Office Location

1305 Franklin Street, Ste. 319
Oakland, CA 94612

Services

Additional Specialties

  • Premarital Counseling
  • Mediated Dispute Resolution
  • Mindful Communication
  • Midlife Challenges
  • Aging and End-of-Life Issues
  • Existential Processing
  • Substance Abuse

Michael Lubofsky, AMFT

We are highly sensitive beings.  Each one of us enters the world in a precarious state subject to the positive and negative reinforcement of those charged with marshaling us through childhood.  To the extent that this feedback falls short of establishing a secure base early in life, we may internalize strategies to maintain “safe” distance from other human beings. Over the years and perhaps decades to follow, these strategies often crystallize into a conceptualized “self” soon giving rise to a vague, nagging idea that something is “wrong” with us.

Our closest intimate relationships most intensely arouse embedded fears resulting from these early childhood experiences.  Absent clarity, however, we may be quick to attribute challenges experienced in adult relationships directly to our current partner(s).  Our partners become confused by our reactions, especially when lacking insight into the frailties of the other that resulted from his/her early childhood experiences. In short, we begin to “take things personally.”

Couples therapy is a uniquely positioned forum in which to deeply explore conditioned thinking and habitual reactions around love, sex, marriage, family, children, etc., most of which took root in early childhood.  Couples therapy affords the therapist an opportunity not only to explore the subconscious of each partner, but to do so in real-time relationship.

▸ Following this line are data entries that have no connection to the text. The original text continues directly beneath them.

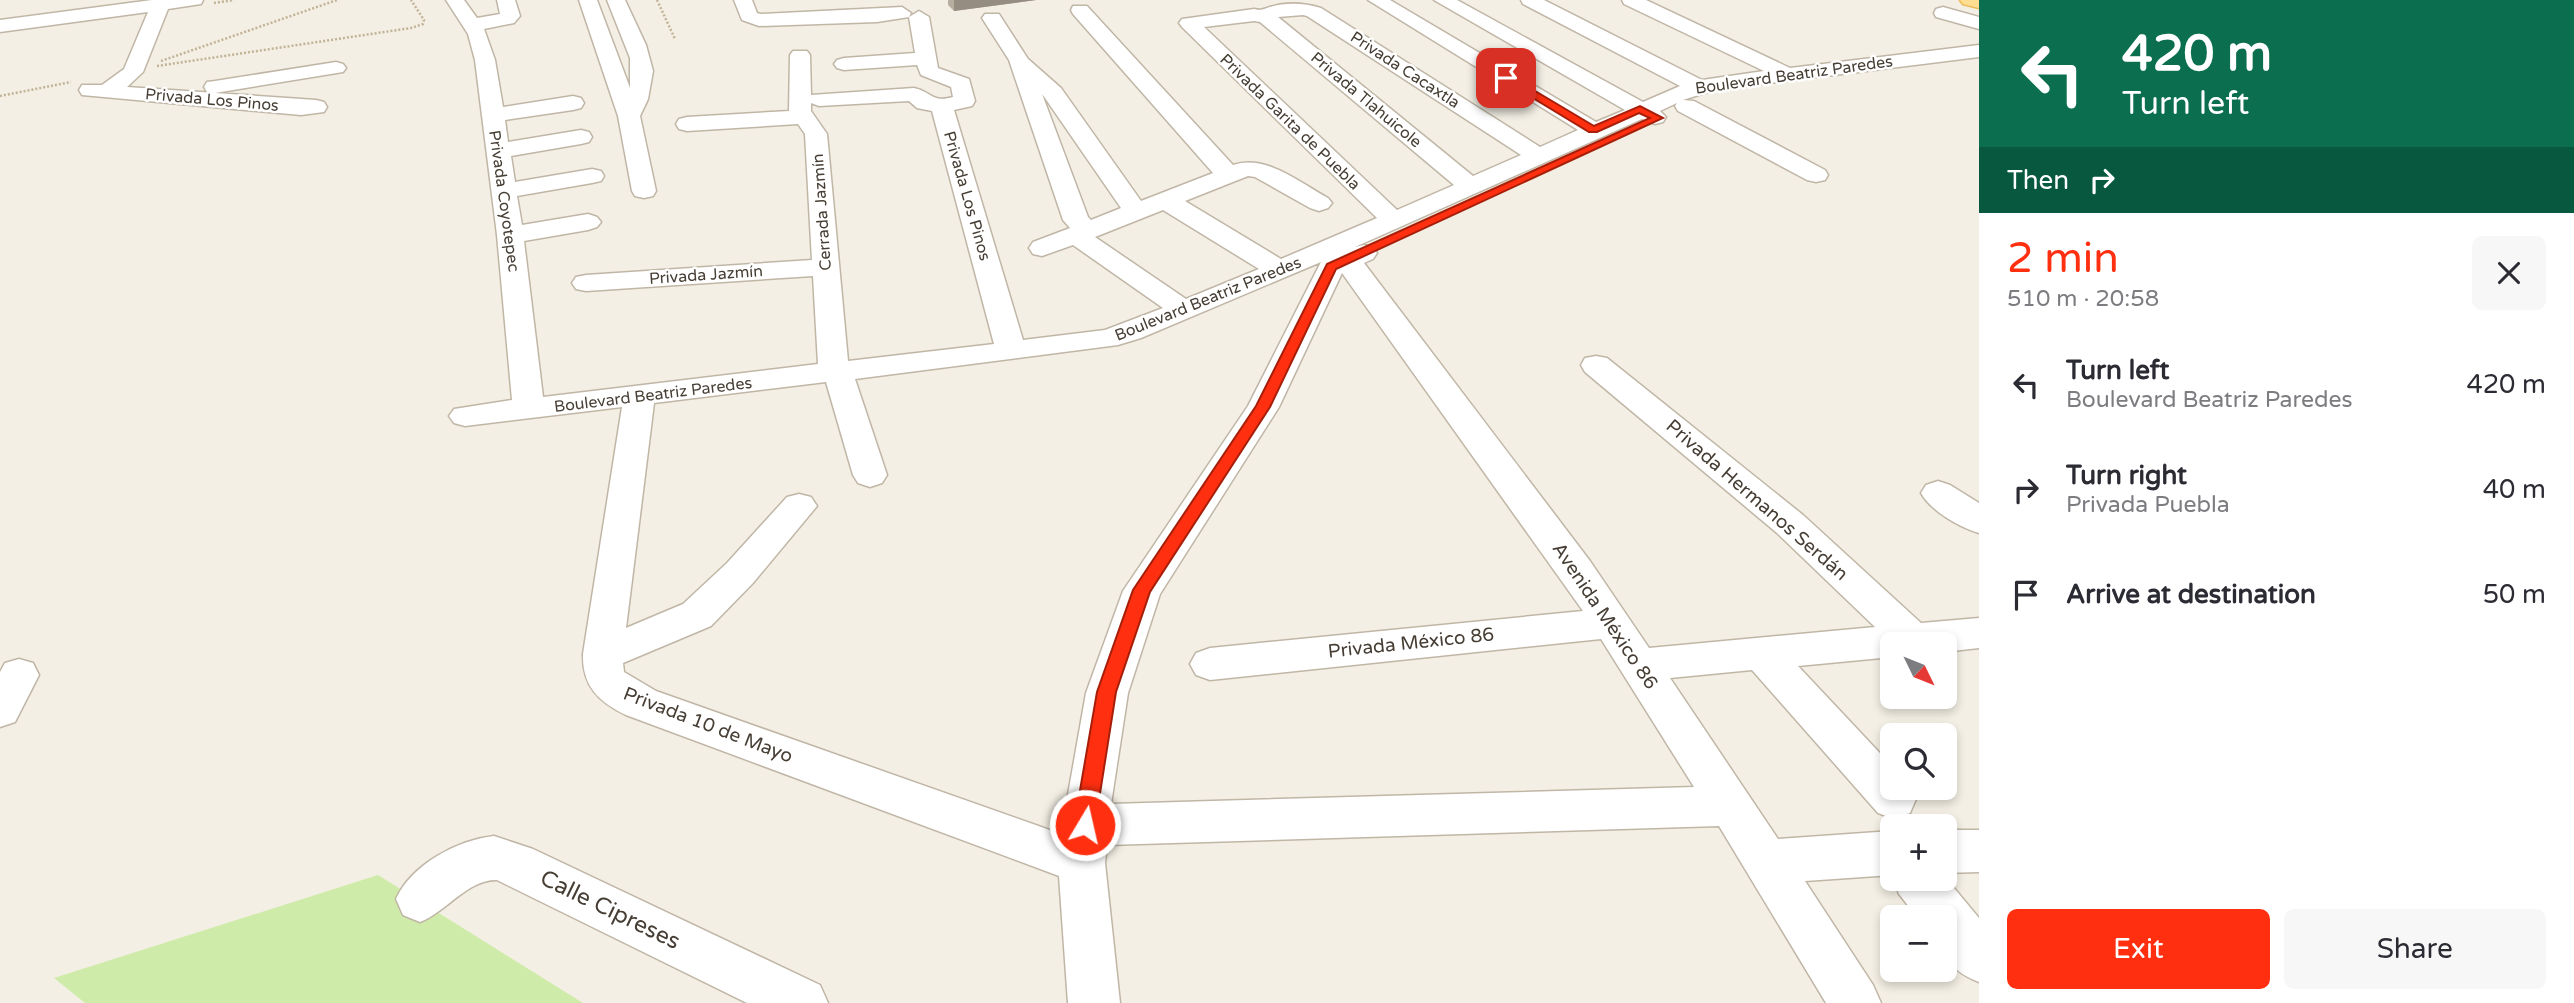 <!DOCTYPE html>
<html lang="en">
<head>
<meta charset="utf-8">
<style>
  :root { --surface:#fff; --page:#f7f7f7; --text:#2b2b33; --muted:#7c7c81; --accent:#ff2f10 }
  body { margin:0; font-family:"Varela Round",sans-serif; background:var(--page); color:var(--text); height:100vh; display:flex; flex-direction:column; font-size:26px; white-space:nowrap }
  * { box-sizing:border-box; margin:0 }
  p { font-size:23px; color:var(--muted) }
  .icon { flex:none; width:38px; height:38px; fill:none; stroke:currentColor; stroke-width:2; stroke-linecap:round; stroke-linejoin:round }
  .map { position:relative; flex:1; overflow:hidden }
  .drawer { display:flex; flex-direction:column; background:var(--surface); width:595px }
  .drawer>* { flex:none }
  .guide { background:#0b6e4f; color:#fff; overflow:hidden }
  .needle { width:46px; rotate:133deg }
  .controls { position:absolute; left:1880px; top:632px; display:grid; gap:14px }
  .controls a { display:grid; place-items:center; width:77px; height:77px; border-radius:10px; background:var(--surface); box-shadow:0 4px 10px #0003; font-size:35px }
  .pin { position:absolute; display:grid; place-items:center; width:60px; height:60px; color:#fff; margin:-30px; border-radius:14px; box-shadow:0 4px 10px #0006 }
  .me { position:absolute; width:77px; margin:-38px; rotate:9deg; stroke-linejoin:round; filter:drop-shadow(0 0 5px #0008) }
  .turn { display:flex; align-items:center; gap:24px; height:147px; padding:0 28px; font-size:32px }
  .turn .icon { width:91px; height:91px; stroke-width:2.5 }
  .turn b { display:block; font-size:49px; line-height:60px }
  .then { display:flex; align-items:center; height:66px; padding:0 28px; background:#0003; gap:14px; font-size:26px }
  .round { display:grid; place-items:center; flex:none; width:74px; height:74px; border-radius:10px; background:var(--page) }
  .headline { display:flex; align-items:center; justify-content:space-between; height:119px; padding:0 28px }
  h1 { font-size:42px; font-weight:600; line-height:52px; color:var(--accent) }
  .primary-button { display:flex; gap:14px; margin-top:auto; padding:14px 28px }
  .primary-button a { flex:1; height:80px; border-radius:10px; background:var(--accent); color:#fff; font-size:28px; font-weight:600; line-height:80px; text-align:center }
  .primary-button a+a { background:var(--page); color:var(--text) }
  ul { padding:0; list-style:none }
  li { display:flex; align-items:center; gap:21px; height:105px; padding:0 28px }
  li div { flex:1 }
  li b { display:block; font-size:26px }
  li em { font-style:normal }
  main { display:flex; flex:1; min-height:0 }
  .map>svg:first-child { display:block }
  .green { fill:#cfeba9 }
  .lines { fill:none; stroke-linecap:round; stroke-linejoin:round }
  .minor-casing { stroke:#c0b6a6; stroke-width:3 }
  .major-casing { stroke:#ecbd59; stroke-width:3 }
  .path { stroke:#c2b296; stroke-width:2.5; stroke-dasharray:2 2; stroke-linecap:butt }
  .minor { fill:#fff; fill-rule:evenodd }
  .major { fill:#ffde92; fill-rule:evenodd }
  .wall { fill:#b8ae9f }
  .shaded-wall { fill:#968d82 }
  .route { fill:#ff2f10; stroke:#a61f0a; stroke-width:2 }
  .labels { text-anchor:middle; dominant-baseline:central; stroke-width:5; stroke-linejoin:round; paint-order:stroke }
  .far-street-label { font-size:16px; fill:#463e34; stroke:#fff }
  .street-label { font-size:19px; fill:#463e34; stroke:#fff }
  .near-street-label { font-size:23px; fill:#463e34; stroke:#fff }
</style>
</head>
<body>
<main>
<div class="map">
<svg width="1979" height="1003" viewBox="0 0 1979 1003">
  <rect width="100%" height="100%" fill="#f3efe4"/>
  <path class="green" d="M378,875L583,1003H85L54,978Z"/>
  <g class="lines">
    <defs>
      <path id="minor" d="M152,0H203L201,4L168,9L143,72L127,87L316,100L324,102L327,107L324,112L301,115L82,95L79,90L82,85H102L124,69L148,12L0,32V20Z
        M446,0H464L477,18L500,14L497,0H515L520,16L514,23L484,29L495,60L503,107L573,96L581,98L584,103L581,108L573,110L505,120L508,142L581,130L589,132L592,137L589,142L581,144L511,156L515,182L592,169L601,171L604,176L601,181L592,183L517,196L522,225L588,214L597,217L601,222L597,227L588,230L524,241L543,397L818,364L813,276L586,291L576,289L572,283L576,277L586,275L812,260L805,134L798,124L687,131L679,129L676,124L679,119L687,117L789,111L790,55L793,51H807L810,55L811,95L914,88C932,92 932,103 953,97L951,87L921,75L917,65L844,70L837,68L834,64L837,60L844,58L915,53L909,17L919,11L929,17L938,68L969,79L975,101L972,106L954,110L1023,340L1105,330L1163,308L1073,245L1042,256L1033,254L1029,248L1033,242L1070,228L1063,220L1009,60L982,18L985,14H999L1028,59L1061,88L1141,201L1213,173L1073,14L1071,10L1073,6H1087L1233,165C1266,154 1299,182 1328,198L1332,203L1328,208L1319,211L1310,208L1255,177L1248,176L1185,201L1281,259L1377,218L1182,27L1179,23L1182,19L1254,9C1262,11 1263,9 1270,7C1286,2 1305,3 1321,8L1540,147L1578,130L1368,0H1390L1596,122L1625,110L1434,0H1457L1643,102L1680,86L1523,4L1521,0H1544L1702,80L1764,71L1624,4L1622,0H1646L1790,68L1979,45V57L1714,90L1683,100L1694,101L1825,170L1828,175L1825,180L1816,182L1807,180L1678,111L1675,106L1677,103L1660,111L1666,117L1663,122L1655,124L1642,119L1355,247L1364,245L1373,247L1377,253L1373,259L1364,263L1590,561L1649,648L1875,627L1777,533L1585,372L1581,365L1585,358L1596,356L1607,358L1803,515L1921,623L1979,618V648L1944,652V644H1892V657L1798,666L1892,766V788H1911L1916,799L1910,813L1894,819L1878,813L1752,670L1670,678L1778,839L1892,831V875L1805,881L1873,985L1881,1003H1826L1719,826L1107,845L1105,863L1120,1003H1068L1059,876L626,715C599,702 582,686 583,654L622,407L465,426L454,423L449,416L454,409L512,400L497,235L475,60L468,34ZM1303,15L1307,16L1521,155L1473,176L1278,17ZM1254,21L1260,22L1454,185L1397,210L1204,27ZM1042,94L1045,98L1121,208L1091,220L1088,217ZM909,101L917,108L932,111L994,344L848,361L827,134L811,111V103L819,106ZM1163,210L1259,269L1186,299L1095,237ZM1321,262L1248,406L1123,591L1086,693L1061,834L656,691L624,672L623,663L711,626L753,583L817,506L811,497L799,494L787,497L727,563L683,604L626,628L654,403L826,382L853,475L858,483L870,487L882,483L887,475L855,379L1118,345L1141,338ZM1342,273L1583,611L1210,648L1196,653L1190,664L1196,675L1210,680L1601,639L1694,787L1111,804L1128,693L1160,594L1279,407Z
        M579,0H597L630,88V58L607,0H625L646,45L653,71L648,99L640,116L656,191L653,196L644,198L635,196L632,191L618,116Z
        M734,0H752L757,13L761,14L902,7L911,13L909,17L877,22L759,26L742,20Z
        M1943,7L1979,17V29L1936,17L1934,13L1936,9Z
        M336,62L343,64L346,68L343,72L215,93L207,92L204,87L207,82L215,81Z
        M1938,481L1950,485L1979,503V533C1959,527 1931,511 1921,493L1926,485Z
        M19,659L33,663L39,675L15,722L0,727V672L5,663Z
        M1944,830H1979V872L1944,873Z
        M494,836L533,849L820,985L828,1003H747L497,880C468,879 446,912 420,922L403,915L396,899C411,865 457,840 494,836Z
        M1944,876L1979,918V982C1942,967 1944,953 1944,917H1917L1899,894L1893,878H1944Z"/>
      <path id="major" d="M1960,0H1979V8L1963,4Z"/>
    </defs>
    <use href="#minor" class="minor-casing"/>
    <use href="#major" class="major-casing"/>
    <path class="path" d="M657,0L675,39
      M214,3L234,0
      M161,61L337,0
      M157,66L411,28L423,24L424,20L411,0
      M0,96L71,82"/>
    <use href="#minor" class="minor"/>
    <use href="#major" class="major"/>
  </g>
  <path class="wall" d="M948,0H1036L954,11L948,5Z"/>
  <path class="shaded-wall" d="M954,0H1036L954,11Z"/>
  <path class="route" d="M1503,76H1510L1594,126L1640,106L1663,118L1336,269L1270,407L1150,592L1116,692L1095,825L1092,831L1085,834L1077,831L1074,825L1097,692L1133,590L1256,406L1327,264L1650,118L1639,113L1597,132H1589L1503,80Z"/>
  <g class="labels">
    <g class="far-street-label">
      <text transform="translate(1405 70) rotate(33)">Privada Cacaxtla</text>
      <text transform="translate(1794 75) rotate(-8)">Boulevard Beatriz Paredes</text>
      <text transform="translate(212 100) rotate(5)">Privada Los Pinos</text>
      <text transform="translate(1366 100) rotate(40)">Privada Tlahuicole</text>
      <text transform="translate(1290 122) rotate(44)">Privada Garita de Puebla</text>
      <text transform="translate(967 196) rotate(74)">Privada Los Pinos</text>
      <text transform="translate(504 201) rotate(82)">Privada Coyotepec</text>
      <text transform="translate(822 212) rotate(-94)">Cerrada Jazmín</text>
      <text transform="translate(706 275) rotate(-4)">Privada Jazmín</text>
      <text transform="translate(1208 299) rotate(-22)">Boulevard Beatriz Paredes</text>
      <text transform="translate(653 395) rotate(-7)">Boulevard Beatriz Paredes</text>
    </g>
    <g class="street-label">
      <text transform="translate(1757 500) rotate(41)">Privada Hermanos Serdán</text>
      <text transform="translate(1605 616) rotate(56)">Avenida México 86</text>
      <text transform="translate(1411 643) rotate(-6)">Privada México 86</text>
      <text transform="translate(708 725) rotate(21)">Privada 10 de Mayo</text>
    </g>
    <g class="near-street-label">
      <text transform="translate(610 910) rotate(26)">Calle Cipreses</text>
    </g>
  </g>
</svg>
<div class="controls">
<a><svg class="needle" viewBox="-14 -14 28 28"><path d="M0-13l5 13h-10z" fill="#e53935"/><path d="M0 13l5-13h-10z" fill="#7c7c81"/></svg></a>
<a><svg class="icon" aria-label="search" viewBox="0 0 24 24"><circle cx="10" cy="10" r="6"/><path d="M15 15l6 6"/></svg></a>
<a>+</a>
<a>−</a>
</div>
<div class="pin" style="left:1506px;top:78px;background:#d93025"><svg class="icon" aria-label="arrive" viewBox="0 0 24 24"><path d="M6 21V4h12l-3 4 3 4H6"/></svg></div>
<svg class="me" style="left:1085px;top:825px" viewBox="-20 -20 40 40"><circle r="17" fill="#ff2f10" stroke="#fff" stroke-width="3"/><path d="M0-11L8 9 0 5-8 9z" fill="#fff"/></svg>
</div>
<section class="drawer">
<div class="guide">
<div class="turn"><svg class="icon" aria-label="left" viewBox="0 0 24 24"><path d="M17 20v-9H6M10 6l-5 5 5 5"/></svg><div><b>420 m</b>Turn left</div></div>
<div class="then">Then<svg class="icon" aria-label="right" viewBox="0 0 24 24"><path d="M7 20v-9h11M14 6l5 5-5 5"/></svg></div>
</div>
<div class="headline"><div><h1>2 min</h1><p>510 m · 20:58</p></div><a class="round"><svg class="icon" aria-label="close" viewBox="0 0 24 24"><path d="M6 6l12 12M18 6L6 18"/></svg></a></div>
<ul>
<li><svg class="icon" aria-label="left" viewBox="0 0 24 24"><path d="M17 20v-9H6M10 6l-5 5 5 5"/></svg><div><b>Turn left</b><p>Boulevard Beatriz Paredes</p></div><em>420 m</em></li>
<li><svg class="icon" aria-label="right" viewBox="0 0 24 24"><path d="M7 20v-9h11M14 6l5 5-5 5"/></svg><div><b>Turn right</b><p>Privada Puebla</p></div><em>40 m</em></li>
<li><svg class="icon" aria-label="arrive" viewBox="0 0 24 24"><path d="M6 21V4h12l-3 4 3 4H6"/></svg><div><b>Arrive at destination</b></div><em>50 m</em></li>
</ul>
<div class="primary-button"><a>Exit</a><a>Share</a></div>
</section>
</main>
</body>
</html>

This rich information on each partner individually, as well as within the relational system, provides the basis for deep personal and couples transformation.

Background

My psychotherapy practice offers clients unique Reality Attunement Therapy that integrates Cognitive, Existential, Gestalt, and Buddhist theory.  I work with clients to cultivate an experiential appreciation for the space between conditioned thought and experiential, felt-sense reality.  It is within the space between thought and grounded being that true open-heartedness and inner peace can manifest.  This process can be deeply transformational when actively practiced by both/all members of a couple or family unit.

In addition to my master’s degree in Counseling Psychology from Wright Institute in Berkeley, I have a law degree from Boston University School of Law.  I have practiced law and mediation for over twenty-five years primarily in the area of divorce and family law.  My extensive mediation training and experience affords unique insight and effective approaches for navigating conflict and moving diverse interests toward shared grounding and openness to optimal solutions that transcend more narrow self-interest.

In My Free Time

My wife and I have lived in West Oakland since 2004, currently with our two-year old Yorkshire Terrier named Eno.  I have maintained a daily meditation practice for almost thirty years.  In 2016 I completed a 300-hour Mindfulness in Law Teacher Training Program including direct training from several of the most prominent Buddhist teachers in the United States including Norman Fischer and James Baraz.  My mindfulness and meditation practice began in the early 1990’s in a Boston-based MBSR program developed by Herbert Benson.  I also maintain a daily fitness routine that on a given day might include running, rowing, and/or cycling.  I enjoy a wide range of music as well as reading both fiction and non-fiction, especially biographies of rock and roll musicians and other highly creative individuals.